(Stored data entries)
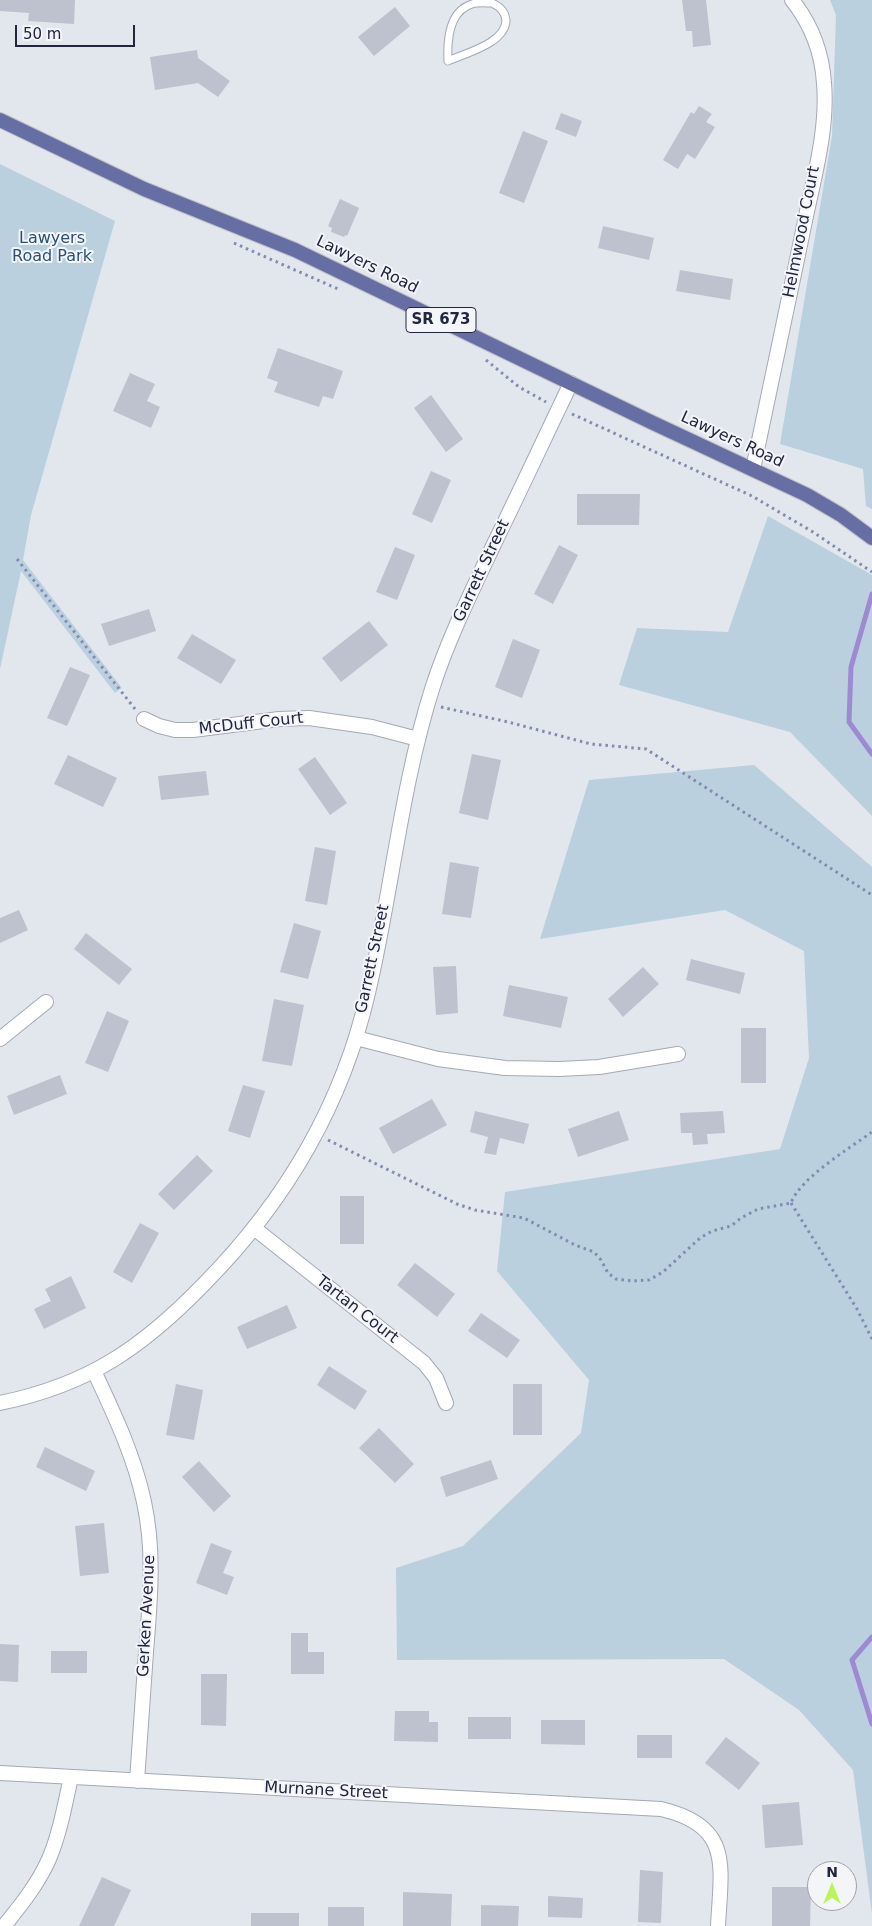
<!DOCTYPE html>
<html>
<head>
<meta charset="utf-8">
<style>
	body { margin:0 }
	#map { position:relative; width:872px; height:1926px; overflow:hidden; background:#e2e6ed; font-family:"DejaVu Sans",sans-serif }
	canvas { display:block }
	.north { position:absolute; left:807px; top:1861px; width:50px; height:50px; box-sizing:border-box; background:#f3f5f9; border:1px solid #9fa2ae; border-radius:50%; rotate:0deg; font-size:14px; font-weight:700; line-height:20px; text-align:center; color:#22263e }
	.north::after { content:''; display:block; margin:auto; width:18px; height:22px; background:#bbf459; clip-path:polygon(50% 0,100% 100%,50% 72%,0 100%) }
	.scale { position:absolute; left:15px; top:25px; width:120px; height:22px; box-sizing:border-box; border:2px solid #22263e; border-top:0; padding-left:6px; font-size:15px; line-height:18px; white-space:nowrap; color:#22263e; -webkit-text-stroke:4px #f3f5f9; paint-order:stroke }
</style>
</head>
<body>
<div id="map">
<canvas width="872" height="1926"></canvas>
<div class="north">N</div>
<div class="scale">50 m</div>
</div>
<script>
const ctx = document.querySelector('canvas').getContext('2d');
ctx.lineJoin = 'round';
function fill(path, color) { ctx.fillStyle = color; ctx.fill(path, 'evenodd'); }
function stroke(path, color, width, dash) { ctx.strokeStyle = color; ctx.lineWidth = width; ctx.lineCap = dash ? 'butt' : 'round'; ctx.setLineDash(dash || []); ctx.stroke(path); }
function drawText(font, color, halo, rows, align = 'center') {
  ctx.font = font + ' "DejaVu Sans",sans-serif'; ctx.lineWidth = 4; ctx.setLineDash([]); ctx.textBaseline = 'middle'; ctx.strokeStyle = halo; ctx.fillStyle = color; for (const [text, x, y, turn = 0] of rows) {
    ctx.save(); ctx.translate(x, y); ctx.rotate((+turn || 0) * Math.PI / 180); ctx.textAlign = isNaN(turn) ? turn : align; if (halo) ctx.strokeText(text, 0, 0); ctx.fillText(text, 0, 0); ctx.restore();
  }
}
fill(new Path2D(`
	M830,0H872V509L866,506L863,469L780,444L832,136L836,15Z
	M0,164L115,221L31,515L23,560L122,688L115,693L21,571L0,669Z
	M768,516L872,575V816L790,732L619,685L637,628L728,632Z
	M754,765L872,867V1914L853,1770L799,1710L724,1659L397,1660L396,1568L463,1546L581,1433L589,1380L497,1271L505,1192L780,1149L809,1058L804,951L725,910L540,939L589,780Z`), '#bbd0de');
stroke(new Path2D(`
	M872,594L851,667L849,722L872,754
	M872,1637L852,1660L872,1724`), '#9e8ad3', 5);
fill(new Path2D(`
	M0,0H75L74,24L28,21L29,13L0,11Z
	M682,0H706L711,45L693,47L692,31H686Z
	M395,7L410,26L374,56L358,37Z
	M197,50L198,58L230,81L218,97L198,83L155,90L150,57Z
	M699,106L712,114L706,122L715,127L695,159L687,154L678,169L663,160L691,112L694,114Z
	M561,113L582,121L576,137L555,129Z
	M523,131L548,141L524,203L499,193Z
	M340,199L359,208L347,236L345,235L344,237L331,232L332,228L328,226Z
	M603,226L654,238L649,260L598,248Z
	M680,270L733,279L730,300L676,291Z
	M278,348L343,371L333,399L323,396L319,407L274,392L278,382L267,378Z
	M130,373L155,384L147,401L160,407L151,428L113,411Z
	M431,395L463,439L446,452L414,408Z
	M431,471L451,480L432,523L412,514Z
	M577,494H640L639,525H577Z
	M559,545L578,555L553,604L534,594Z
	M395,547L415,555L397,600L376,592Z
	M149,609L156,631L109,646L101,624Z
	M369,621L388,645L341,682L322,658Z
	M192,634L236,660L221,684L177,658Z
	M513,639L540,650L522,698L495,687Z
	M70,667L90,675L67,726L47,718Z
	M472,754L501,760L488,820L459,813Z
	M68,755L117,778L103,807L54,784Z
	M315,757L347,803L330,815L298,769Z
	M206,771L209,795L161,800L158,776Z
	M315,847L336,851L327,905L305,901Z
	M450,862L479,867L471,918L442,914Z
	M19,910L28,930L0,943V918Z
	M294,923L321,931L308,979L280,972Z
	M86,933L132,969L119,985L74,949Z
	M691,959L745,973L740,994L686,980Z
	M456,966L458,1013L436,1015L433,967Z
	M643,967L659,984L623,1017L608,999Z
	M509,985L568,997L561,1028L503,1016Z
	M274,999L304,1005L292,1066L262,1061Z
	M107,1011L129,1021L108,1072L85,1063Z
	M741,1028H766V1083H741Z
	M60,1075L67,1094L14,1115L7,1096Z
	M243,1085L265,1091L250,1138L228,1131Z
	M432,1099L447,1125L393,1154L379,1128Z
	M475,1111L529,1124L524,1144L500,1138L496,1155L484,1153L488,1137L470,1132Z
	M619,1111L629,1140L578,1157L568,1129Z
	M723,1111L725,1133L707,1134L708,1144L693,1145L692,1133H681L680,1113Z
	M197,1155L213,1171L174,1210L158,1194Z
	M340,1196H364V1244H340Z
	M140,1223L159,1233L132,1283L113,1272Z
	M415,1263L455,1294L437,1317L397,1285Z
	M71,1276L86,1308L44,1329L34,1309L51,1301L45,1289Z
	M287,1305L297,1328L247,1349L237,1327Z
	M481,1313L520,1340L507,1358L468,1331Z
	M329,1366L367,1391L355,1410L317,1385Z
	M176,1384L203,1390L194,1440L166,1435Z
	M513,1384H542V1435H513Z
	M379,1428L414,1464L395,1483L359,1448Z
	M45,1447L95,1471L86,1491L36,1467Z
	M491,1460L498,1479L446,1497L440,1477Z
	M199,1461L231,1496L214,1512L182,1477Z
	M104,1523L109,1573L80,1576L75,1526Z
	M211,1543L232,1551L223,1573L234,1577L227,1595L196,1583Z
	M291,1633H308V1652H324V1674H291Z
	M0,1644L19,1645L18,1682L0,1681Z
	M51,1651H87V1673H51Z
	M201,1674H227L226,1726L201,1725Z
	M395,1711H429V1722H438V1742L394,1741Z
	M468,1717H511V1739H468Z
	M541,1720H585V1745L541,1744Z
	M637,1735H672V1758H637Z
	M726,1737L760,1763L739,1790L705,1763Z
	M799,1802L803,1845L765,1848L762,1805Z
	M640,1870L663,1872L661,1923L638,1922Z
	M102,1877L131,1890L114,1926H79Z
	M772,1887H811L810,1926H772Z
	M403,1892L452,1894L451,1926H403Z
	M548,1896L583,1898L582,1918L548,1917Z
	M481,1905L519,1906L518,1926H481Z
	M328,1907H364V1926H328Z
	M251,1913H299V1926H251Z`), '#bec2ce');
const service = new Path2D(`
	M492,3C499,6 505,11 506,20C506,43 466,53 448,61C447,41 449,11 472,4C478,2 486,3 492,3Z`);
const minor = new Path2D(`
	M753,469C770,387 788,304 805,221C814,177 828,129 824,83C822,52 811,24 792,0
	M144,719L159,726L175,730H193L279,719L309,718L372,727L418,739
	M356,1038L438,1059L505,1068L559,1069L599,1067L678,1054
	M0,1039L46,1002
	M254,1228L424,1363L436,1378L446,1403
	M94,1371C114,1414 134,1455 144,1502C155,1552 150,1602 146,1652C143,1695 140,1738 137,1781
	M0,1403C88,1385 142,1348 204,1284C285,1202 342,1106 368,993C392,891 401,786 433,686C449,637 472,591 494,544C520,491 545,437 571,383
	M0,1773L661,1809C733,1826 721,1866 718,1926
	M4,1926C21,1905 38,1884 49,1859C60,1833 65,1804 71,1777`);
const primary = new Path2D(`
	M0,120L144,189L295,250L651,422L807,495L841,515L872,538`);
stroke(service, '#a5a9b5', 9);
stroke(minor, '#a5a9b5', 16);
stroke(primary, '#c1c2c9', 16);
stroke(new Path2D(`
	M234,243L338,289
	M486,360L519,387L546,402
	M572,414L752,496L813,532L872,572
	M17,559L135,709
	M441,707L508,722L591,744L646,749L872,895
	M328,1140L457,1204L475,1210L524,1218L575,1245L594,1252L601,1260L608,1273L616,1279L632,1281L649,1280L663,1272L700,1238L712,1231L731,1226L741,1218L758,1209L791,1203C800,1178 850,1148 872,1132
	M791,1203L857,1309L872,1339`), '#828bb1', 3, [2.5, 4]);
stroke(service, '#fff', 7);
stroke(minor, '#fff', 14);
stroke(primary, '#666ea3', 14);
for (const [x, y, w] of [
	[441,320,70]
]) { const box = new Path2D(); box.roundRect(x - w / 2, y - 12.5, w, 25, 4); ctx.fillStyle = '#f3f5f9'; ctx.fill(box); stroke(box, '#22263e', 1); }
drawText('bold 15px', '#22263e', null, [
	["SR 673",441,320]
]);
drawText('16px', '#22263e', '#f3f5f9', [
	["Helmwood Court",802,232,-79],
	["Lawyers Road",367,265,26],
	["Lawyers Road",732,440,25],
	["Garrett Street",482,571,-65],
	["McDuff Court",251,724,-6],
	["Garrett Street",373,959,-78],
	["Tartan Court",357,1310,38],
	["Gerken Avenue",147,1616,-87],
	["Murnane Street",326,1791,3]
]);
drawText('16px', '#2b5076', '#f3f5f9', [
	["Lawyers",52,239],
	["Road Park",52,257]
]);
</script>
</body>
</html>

**Your goal**. Looking at the entries above, can you reproduce exactly the lines from the one that holds "M768,516L872,575V816L790,732L619,685L637,628L728,632Z" through the one that holds "M472,754L501,760L488,820L459,813Z", and only those?

**Reply**.
	M768,516L872,575V816L790,732L619,685L637,628L728,632Z
	M754,765L872,867V1914L853,1770L799,1710L724,1659L397,1660L396,1568L463,1546L581,1433L589,1380L497,1271L505,1192L780,1149L809,1058L804,951L725,910L540,939L589,780Z`), '#bbd0de');
stroke(new Path2D(`
	M872,594L851,667L849,722L872,754
	M872,1637L852,1660L872,1724`), '#9e8ad3', 5);
fill(new Path2D(`
	M0,0H75L74,24L28,21L29,13L0,11Z
	M682,0H706L711,45L693,47L692,31H686Z
	M395,7L410,26L374,56L358,37Z
	M197,50L198,58L230,81L218,97L198,83L155,90L150,57Z
	M699,106L712,114L706,122L715,127L695,159L687,154L678,169L663,160L691,112L694,114Z
	M561,113L582,121L576,137L555,129Z
	M523,131L548,141L524,203L499,193Z
	M340,199L359,208L347,236L345,235L344,237L331,232L332,228L328,226Z
	M603,226L654,238L649,260L598,248Z
	M680,270L733,279L730,300L676,291Z
	M278,348L343,371L333,399L323,396L319,407L274,392L278,382L267,378Z
	M130,373L155,384L147,401L160,407L151,428L113,411Z
	M431,395L463,439L446,452L414,408Z
	M431,471L451,480L432,523L412,514Z
	M577,494H640L639,525H577Z
	M559,545L578,555L553,604L534,594Z
	M395,547L415,555L397,600L376,592Z
	M149,609L156,631L109,646L101,624Z
	M369,621L388,645L341,682L322,658Z
	M192,634L236,660L221,684L177,658Z
	M513,639L540,650L522,698L495,687Z
	M70,667L90,675L67,726L47,718Z
	M472,754L501,760L488,820L459,813Z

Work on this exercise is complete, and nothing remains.